Half an hour later came another scare. Again the locomotive pulled up, this time to allow an automobile full of people to pass over the tracks. An instant sooner and the big engine would have ground the “joy riders” to death.
“Meet such fools almost every trip,” said the engineer. “Seems as if they wanted to be killed.”
“Why don’t you have gates at such crossings?”
“It would cost too much money to have a gate at every crossing,” was the explanation. “We do have ’em on the main roads. That was only a little dirt road--I don’t know why the auto was on it. I wasn’t looking for anything faster than a farm wagon or a buggy.”
“You must have some accidents?”
“Oh, yes, but not many, considering the risks we run. But we wouldn’t have hardly any accidents if the folks were a bit more careful. But some of ’em don’t heed the warnings.

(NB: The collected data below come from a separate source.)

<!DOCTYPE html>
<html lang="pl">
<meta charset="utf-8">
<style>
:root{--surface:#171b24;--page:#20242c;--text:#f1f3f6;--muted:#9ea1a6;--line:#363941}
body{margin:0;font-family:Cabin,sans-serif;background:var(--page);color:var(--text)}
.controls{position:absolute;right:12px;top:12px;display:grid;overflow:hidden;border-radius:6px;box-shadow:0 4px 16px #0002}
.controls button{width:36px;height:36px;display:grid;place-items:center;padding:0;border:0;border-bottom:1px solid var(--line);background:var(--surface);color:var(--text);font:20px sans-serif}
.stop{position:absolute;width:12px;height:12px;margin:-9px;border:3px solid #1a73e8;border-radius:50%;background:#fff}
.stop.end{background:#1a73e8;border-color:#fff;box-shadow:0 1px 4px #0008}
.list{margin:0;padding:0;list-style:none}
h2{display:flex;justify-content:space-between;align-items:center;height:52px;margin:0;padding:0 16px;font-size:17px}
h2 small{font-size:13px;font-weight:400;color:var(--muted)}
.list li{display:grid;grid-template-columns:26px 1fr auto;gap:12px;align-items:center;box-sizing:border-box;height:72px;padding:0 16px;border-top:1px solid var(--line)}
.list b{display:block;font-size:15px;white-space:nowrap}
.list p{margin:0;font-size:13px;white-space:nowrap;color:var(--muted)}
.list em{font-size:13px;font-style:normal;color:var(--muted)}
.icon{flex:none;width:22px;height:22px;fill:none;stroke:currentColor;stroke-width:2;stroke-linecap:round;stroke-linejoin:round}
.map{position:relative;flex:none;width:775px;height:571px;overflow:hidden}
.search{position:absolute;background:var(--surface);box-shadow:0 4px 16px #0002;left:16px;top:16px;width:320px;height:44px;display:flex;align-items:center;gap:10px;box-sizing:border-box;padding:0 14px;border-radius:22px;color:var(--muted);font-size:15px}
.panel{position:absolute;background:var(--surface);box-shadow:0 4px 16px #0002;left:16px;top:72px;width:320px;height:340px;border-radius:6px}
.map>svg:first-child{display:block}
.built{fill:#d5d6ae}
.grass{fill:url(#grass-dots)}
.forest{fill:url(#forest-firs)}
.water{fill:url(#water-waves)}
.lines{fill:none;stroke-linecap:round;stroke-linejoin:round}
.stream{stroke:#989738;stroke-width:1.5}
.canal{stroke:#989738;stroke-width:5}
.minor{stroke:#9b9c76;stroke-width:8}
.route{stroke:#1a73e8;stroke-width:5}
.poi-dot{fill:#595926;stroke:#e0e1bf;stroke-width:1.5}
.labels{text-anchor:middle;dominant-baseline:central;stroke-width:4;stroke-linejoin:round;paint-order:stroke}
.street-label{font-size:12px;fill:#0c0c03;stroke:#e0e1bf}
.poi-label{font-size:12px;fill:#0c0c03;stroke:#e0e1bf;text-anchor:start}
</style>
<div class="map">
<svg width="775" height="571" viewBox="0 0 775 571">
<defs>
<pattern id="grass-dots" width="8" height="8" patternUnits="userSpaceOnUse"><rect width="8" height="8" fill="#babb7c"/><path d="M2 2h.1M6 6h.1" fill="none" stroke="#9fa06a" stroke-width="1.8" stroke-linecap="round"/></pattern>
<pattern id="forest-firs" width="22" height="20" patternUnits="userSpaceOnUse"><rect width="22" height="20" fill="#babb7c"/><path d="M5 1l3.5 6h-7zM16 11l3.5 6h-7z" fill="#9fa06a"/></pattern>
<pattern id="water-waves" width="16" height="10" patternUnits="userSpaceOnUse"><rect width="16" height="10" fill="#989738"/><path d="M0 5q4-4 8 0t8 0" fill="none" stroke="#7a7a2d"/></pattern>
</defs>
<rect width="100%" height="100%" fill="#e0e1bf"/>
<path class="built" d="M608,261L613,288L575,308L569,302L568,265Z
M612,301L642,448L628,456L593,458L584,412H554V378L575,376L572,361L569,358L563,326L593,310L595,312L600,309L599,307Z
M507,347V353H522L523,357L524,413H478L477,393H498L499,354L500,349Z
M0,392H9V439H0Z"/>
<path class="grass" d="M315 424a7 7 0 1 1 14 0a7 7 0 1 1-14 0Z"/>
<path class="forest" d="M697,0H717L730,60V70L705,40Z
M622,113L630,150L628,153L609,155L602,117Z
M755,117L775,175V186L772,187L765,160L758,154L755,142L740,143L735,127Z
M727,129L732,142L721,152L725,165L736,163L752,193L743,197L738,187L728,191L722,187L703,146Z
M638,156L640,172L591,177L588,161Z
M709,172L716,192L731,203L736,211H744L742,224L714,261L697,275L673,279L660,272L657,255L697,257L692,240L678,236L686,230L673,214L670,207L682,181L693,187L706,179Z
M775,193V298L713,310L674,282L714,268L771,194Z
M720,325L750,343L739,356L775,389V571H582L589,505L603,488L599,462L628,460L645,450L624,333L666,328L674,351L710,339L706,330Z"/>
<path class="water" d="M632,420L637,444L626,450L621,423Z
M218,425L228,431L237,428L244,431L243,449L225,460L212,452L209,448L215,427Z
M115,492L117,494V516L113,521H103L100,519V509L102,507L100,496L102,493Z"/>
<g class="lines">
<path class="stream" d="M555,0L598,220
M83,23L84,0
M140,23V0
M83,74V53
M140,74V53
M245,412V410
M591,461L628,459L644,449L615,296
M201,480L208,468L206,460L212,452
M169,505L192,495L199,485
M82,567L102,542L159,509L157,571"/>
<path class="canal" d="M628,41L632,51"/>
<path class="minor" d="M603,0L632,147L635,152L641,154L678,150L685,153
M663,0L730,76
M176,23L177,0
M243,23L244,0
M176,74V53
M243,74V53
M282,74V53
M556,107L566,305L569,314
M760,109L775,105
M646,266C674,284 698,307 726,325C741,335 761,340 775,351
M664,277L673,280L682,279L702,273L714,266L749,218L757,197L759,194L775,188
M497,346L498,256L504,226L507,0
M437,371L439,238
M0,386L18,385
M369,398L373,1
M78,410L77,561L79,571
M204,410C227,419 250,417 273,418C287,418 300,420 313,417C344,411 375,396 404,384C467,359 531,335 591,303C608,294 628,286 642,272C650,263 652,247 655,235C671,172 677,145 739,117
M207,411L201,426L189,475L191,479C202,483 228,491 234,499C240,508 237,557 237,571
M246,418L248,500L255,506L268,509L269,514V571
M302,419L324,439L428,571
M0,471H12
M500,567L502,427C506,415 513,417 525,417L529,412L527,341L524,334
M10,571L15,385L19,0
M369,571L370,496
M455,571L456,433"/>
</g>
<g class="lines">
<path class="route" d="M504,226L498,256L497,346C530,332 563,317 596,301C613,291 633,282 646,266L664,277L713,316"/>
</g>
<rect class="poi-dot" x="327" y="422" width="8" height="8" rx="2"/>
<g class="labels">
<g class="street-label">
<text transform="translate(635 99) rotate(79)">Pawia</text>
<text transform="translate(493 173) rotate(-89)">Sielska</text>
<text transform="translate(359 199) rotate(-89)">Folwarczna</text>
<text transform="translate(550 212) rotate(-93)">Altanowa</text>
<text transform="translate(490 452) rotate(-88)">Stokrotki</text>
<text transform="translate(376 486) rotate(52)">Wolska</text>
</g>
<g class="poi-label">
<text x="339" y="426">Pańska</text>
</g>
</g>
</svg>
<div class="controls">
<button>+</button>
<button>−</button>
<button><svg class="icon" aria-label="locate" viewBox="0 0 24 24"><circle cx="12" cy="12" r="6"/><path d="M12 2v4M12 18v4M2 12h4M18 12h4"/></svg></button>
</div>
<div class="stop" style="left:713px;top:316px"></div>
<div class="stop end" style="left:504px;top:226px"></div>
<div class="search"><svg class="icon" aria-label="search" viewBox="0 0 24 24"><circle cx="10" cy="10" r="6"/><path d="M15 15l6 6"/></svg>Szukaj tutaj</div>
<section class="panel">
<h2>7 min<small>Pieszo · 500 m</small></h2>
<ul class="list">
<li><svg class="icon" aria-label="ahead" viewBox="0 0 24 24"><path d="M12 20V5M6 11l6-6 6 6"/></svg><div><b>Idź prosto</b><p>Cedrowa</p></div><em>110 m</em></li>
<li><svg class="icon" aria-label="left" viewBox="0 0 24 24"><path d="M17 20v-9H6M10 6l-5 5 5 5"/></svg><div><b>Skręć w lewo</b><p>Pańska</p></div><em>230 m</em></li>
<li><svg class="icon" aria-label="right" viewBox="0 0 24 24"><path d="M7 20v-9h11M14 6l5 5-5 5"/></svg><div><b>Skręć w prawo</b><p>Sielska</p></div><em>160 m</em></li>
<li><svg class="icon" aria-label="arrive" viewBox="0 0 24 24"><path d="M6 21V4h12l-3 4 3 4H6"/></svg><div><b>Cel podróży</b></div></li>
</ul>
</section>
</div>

They will read a ‘Safety First’ sign and then run right into danger, just as if they were blind,” went on the old engineer, with a grimace.

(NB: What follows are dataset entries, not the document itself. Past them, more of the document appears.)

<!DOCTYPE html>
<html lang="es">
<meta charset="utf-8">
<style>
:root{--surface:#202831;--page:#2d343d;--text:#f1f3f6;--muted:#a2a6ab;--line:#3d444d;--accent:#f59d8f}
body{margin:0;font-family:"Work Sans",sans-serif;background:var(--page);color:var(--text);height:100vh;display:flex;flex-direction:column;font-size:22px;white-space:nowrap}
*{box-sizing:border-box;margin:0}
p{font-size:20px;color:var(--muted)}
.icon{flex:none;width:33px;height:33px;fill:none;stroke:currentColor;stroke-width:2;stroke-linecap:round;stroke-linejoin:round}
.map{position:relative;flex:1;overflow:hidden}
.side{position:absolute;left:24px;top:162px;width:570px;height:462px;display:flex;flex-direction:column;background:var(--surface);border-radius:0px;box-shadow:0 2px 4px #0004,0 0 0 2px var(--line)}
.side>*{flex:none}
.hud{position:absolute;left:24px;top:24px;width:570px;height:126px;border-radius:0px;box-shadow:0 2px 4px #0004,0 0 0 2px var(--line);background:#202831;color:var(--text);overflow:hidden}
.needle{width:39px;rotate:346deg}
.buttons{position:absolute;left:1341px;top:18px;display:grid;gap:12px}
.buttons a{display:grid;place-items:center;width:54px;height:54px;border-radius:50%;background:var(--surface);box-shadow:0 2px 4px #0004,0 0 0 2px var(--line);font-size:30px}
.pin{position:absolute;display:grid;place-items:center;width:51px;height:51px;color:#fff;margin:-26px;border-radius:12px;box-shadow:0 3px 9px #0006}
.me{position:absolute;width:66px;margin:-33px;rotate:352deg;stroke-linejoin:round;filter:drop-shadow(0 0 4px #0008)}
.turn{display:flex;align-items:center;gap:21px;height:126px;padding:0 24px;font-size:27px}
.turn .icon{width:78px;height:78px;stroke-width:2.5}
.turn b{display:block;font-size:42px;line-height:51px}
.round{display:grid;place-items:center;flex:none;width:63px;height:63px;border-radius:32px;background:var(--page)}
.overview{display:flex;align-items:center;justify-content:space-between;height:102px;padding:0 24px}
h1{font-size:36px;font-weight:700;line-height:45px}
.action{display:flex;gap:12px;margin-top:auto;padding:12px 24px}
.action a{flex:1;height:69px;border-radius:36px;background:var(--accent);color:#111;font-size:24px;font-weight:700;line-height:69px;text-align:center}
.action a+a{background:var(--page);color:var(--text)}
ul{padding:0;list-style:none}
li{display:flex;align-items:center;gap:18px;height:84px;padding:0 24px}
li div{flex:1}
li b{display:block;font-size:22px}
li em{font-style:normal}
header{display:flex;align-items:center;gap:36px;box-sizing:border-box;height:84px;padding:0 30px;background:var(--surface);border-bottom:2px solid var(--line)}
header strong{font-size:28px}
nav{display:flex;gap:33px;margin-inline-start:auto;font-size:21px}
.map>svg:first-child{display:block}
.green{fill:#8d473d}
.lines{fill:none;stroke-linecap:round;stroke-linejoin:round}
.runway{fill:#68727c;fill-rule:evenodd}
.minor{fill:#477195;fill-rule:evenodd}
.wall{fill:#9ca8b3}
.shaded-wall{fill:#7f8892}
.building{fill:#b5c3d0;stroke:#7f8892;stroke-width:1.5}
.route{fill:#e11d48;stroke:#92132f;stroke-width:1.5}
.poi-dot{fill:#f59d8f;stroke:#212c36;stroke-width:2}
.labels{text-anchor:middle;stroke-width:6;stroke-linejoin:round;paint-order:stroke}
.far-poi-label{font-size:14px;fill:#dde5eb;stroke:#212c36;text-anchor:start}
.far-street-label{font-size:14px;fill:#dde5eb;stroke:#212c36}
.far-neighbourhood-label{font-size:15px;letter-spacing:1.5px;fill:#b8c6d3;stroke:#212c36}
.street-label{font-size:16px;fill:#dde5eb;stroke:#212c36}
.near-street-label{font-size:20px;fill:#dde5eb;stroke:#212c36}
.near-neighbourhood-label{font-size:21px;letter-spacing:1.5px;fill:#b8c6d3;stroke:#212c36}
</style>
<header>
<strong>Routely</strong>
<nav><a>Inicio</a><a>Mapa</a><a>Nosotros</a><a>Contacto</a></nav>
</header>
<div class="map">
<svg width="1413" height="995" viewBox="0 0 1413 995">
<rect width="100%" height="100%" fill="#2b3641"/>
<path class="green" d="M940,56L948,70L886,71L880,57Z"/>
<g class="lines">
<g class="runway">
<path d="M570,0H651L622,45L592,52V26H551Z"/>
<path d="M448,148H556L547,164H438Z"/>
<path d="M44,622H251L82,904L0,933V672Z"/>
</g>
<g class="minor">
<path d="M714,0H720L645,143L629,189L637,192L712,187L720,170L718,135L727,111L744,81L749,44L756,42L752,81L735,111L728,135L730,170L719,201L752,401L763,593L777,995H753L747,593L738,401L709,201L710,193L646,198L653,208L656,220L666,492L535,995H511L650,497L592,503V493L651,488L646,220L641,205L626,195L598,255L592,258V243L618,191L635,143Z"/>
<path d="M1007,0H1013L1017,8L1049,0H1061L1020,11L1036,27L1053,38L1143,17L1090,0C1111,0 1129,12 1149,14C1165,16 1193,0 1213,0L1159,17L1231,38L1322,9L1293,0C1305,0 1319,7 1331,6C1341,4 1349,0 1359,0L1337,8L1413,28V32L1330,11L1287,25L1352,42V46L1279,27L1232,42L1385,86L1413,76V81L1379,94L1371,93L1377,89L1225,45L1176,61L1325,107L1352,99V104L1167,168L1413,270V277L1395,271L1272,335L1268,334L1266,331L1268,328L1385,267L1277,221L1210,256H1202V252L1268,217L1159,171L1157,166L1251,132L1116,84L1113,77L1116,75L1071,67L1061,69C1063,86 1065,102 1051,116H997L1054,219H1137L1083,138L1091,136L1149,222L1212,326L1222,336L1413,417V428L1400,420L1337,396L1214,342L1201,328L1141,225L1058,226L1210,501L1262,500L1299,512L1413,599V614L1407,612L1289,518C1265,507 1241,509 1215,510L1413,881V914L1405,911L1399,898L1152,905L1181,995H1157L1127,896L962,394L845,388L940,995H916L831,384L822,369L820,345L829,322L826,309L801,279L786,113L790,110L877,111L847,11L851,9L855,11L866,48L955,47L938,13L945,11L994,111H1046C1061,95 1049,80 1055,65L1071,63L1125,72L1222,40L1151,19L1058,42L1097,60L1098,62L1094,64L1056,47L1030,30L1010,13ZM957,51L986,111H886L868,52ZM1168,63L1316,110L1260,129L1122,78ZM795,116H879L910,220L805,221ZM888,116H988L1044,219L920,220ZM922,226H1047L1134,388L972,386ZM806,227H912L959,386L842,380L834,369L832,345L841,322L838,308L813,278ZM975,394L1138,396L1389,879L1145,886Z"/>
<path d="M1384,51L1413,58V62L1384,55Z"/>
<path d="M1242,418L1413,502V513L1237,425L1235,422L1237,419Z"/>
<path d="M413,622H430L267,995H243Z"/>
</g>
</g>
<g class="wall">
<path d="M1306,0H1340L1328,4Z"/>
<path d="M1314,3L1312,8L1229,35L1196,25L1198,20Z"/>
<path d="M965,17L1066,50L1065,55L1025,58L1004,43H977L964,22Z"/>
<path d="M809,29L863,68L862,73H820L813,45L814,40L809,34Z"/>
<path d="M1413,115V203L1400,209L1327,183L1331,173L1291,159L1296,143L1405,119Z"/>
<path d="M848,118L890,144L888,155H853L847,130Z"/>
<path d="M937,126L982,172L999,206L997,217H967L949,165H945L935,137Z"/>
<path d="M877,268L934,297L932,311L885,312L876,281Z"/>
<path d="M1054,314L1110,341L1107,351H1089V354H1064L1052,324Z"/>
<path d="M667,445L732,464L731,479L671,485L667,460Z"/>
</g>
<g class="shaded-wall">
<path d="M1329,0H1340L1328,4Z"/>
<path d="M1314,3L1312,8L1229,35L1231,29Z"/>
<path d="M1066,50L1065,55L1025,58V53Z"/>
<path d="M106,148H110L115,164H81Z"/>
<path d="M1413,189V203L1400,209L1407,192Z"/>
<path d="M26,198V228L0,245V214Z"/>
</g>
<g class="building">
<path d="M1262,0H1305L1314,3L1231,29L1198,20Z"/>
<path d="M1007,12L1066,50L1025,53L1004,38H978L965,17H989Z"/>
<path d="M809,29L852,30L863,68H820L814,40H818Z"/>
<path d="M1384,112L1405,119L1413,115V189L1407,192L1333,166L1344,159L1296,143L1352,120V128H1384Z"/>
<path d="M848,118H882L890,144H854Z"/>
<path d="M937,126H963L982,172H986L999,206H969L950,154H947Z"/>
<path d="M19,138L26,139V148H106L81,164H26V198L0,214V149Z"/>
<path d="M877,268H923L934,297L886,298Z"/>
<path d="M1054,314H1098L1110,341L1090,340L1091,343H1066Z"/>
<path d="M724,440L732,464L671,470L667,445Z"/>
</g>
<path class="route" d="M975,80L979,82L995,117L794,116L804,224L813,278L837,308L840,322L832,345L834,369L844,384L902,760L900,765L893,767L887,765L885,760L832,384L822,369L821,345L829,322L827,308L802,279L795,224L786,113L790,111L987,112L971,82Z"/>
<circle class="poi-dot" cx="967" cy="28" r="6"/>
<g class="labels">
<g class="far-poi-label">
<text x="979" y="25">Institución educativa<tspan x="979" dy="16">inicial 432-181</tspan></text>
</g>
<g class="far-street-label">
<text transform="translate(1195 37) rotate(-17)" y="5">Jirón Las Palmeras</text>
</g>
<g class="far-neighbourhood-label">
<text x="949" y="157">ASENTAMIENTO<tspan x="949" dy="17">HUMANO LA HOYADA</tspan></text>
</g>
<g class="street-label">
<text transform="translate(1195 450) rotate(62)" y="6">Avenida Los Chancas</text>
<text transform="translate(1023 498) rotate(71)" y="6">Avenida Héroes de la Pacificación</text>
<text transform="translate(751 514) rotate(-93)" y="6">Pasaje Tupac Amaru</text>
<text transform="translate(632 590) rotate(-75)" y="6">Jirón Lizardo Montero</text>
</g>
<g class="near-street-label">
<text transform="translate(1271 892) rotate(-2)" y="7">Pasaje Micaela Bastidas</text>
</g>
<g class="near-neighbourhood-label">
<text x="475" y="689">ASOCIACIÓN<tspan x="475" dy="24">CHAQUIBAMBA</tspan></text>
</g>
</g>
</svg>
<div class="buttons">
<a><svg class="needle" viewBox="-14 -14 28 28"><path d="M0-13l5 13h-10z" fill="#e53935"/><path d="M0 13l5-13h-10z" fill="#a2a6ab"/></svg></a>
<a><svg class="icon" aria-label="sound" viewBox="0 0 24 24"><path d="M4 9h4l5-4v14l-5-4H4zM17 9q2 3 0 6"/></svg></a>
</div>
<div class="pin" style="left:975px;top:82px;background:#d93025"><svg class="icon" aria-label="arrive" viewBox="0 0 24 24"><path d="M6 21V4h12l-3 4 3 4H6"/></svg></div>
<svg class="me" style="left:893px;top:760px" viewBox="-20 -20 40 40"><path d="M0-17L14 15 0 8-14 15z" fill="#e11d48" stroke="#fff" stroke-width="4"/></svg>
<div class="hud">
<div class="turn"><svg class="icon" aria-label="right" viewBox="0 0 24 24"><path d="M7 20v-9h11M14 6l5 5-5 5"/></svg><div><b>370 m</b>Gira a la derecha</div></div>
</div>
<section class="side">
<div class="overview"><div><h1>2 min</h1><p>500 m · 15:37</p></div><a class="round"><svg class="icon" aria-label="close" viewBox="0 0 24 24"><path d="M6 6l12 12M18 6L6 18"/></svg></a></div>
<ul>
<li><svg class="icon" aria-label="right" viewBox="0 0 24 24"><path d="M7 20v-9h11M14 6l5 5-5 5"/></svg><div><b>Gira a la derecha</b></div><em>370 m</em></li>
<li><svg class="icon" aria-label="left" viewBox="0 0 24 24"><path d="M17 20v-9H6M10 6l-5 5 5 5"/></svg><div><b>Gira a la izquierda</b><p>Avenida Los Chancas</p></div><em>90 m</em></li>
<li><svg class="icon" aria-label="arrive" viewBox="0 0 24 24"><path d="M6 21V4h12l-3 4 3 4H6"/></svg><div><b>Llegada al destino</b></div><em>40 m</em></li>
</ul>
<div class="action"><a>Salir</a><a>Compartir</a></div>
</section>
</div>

They were now on an upgrade, but presently they gained the top of the rise and down they streaked on the other side, at a rate of speed that fairly took Joe’s breath away.
“Some running, and no mistake!” he gasped. “You must be making a mile a minute, or better!”
“Running at the rate of seventy-five miles an hour. But we can’t keep it up. Here is where we slow down,” and they did so, as a long curve appeared in the tracks.
“I don’t know as I want to be a locomotive engineer. You run too fast.”
“And I don’t want to be a baseball player--you pitch too fast,” chuckled the old engineer.
“Well, everyone to his own calling, I suppose.”
On they plunged in the wildest ride Baseball Joe had ever known. Under arches and over bridges, thundering through towns with scarcely a lessening of speed, past waiting trains drawn up on side tracks to give the special the right of way, on, on, lurching, swaying, tearing along, until at ten minutes before one the panting engine drew up in the yards at New York City.
The game was to begin at two.
Baseball Joe leaped into a taxicab with orders to scorch up the pavements in a mad dash to the Polo Grounds. Then the clubhouse, into which Joe tumbled, covered with grime and cinders, amid the frantic exclamations of the rubbers and attendants. Then the cooling shower and a quick shift into his uniform, after which Joe, cool, collected, thoroughly master of himself, strolled out on the field where the whole Giant team forgot their practice and made a wild rush for him.
He had fought a good fight. He had kept the faith.